- Problem statement:
Your task is to copy every line below that contains the word "labels".

- Excerpts from a dataset:
****

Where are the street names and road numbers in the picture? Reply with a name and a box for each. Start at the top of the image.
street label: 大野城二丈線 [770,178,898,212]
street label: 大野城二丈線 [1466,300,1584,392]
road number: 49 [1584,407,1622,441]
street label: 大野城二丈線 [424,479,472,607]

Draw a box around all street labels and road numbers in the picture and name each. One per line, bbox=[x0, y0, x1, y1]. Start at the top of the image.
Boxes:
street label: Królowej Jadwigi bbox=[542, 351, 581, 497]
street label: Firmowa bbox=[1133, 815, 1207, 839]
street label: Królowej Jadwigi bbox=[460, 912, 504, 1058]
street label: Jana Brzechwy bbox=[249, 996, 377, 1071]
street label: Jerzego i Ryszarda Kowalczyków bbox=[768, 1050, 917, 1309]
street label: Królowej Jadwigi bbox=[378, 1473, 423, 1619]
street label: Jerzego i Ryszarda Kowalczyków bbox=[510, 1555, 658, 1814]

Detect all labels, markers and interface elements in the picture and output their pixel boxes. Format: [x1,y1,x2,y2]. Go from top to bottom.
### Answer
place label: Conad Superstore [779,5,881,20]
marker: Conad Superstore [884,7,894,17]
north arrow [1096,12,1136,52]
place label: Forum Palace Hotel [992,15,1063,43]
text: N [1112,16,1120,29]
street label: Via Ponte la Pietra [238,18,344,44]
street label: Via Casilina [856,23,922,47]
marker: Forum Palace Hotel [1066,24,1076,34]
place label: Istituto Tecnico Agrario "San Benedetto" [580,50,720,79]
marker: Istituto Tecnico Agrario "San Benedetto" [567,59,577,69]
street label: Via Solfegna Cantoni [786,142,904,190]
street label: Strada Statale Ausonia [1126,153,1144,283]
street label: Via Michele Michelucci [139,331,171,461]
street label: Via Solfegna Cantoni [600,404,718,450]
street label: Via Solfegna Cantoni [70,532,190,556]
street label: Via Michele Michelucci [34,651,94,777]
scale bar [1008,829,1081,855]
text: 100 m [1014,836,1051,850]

****

- Response area:
Draw a box around all street labels and road numbers in the picture and name each. One per line, bbox=[x0, y0, x1, y1]. Start at the top of the image.
Detect all labels, markers and interface elements in the picture and output their pixel boxes. Format: [x1,y1,x2,y2]. Go from top to bottom.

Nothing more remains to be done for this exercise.